La Caisse Desjardins de Québec, qui a récemment vendu son immeuble de la rue des Jardins, a décidé de réinstaller dans Montcalm le bronze prisé par les passants et les touristes depuis 1994.

À la défense du bronze du Vieux-Québec

Déménager le bronze de Nicole Taillon du Vieux-Québec est un signe de «manque de culture» selon l'homme politique Jacques Joli-Coeur, qui était président de la Caisse Desjardins du Vieux-Québec au moment de la conception de l'oeuvre. Une sculpture pionnière qui a donné un élan à l'art public dans l'arrondissement historique, dit-il.

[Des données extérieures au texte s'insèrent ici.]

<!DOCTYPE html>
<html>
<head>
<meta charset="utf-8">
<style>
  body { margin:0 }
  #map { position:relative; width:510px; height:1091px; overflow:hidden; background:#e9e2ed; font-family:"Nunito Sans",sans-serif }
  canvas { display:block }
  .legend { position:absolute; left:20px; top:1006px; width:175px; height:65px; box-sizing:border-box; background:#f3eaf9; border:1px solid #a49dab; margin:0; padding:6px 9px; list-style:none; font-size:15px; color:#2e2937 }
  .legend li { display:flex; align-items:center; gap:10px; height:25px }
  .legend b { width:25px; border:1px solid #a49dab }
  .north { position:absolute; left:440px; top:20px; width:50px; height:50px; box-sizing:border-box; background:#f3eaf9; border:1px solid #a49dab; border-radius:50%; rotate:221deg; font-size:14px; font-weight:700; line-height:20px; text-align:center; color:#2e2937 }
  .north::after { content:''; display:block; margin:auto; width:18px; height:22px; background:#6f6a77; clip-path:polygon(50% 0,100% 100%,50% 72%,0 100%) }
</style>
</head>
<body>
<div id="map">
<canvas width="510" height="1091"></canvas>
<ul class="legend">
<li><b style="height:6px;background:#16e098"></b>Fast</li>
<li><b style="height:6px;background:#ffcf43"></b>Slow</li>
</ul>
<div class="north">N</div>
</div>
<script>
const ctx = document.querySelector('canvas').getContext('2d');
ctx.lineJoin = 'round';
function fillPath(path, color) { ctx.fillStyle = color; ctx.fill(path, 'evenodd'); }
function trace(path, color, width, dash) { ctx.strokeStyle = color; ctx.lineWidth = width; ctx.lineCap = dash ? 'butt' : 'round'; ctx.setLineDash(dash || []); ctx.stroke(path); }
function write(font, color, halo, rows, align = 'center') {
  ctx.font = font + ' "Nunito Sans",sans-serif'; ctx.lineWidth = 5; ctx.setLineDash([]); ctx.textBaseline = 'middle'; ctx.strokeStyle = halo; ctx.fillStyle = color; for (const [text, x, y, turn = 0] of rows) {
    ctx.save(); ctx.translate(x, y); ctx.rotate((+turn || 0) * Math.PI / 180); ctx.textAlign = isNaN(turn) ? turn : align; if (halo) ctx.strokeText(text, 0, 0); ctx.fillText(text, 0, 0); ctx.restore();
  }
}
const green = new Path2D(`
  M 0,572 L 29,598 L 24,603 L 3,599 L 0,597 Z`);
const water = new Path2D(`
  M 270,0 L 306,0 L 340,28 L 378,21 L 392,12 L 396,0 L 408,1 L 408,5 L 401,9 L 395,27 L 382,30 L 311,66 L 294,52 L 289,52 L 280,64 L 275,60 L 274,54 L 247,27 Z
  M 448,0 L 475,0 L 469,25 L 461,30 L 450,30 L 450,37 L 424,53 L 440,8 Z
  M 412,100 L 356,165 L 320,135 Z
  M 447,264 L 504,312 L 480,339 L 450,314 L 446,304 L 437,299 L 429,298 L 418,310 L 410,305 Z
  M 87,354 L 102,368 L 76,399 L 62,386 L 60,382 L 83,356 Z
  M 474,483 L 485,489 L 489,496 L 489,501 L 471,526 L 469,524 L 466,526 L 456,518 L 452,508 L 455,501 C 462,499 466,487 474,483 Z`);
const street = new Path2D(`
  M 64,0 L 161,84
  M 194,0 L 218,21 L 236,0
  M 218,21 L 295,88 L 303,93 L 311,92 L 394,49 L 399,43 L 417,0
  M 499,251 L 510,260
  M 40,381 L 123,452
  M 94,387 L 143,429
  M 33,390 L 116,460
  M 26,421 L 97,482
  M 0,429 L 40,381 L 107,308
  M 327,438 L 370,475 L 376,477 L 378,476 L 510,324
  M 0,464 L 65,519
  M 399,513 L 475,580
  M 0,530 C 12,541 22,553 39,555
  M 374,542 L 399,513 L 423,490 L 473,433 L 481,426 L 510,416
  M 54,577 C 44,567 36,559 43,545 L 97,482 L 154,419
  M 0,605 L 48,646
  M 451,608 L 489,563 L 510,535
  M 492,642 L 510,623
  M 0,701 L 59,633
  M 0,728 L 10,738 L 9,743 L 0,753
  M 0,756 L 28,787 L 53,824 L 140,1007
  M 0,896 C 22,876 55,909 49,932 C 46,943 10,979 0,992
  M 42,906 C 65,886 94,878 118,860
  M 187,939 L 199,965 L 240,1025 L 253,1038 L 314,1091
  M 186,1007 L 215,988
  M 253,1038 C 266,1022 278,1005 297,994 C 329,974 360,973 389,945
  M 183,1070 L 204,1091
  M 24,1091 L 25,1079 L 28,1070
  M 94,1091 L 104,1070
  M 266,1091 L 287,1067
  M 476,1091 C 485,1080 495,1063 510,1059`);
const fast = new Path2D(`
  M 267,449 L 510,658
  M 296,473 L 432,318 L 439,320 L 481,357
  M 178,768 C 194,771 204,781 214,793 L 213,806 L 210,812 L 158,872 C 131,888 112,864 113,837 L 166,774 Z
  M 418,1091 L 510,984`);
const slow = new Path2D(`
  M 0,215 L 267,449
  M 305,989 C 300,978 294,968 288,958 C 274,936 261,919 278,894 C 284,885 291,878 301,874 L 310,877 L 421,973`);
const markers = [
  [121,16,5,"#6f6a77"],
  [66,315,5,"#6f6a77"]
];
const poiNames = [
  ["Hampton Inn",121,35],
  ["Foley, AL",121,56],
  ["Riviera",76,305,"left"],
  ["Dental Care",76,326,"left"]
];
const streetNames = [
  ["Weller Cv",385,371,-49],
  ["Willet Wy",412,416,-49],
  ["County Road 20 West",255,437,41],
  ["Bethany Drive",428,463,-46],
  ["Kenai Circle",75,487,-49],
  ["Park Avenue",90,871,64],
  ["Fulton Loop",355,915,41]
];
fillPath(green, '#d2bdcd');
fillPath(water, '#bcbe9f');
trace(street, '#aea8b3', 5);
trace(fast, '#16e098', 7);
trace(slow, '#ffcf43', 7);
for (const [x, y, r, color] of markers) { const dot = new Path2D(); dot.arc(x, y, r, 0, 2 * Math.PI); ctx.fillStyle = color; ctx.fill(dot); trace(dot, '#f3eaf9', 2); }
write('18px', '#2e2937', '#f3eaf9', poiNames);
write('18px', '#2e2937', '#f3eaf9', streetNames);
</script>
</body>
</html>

«Cette oeuvre appartient aux Québécois et aux visiteurs. C'est un bien immobilier du Vieux-Québec», lance sans détour au Soleil l'ancien haut fonctionnaire qui a été maire suppléant de la Ville de Québec de 2002 à 2009.
M. Joli-Coeur réagissait à un article du Soleil qui, jeudi, révélait que la Caisse Desjardins de Québec, qui a récemment vendu son immeuble de la rue des Jardins, déménagera le bronze prisé par les passants et les touristes depuis 1994. L'oeuvre sera déménagée devant la Caisse populaire Notre-Dame-du-Chemin dans Montcalm, au grand dam de citoyens et de la conseillère responsable de la Culture, Julie Lemieux. «C'est dommage pour le quartier, dommage pour les touristes. C'est une oeuvre magnifique qui est probablement la plus photographiée du Vieux-Québec», disait-elle dans le Soleil de jeudi. 
En entrevue, le directeur général Denis Laforest a défendu la décision, répliquait pour sa part que l'oeuvre appartient aux membres de la succursale et que la décision était irrévocable.
Or, pour Jacques Joli-Coeur, la sculpture baptisée Bienvenue est plutôt devenue un véritable bien public, emblématique du Vieux-Québec. Souhaiter la déménager révèle d'un «manque de culture», avance-t-il.
À l'époque, relate M. Joli-Coeur, c'est lui qui a «mis au défi» le directeur général d'embellir le petit espace entre deux bâtiments où a été installée l'oeuvre de Nicole Taillon. «C'était un dépotoir alors qu'on se pétait les bretelles d'être portés sur la culture et dans un secteur touristique», illustre M. Joli-Coeur. Le directeur de l'époque a dit oui, la Ville a aimé et a même contribué à l'aménagement autour du bronze, dit-il.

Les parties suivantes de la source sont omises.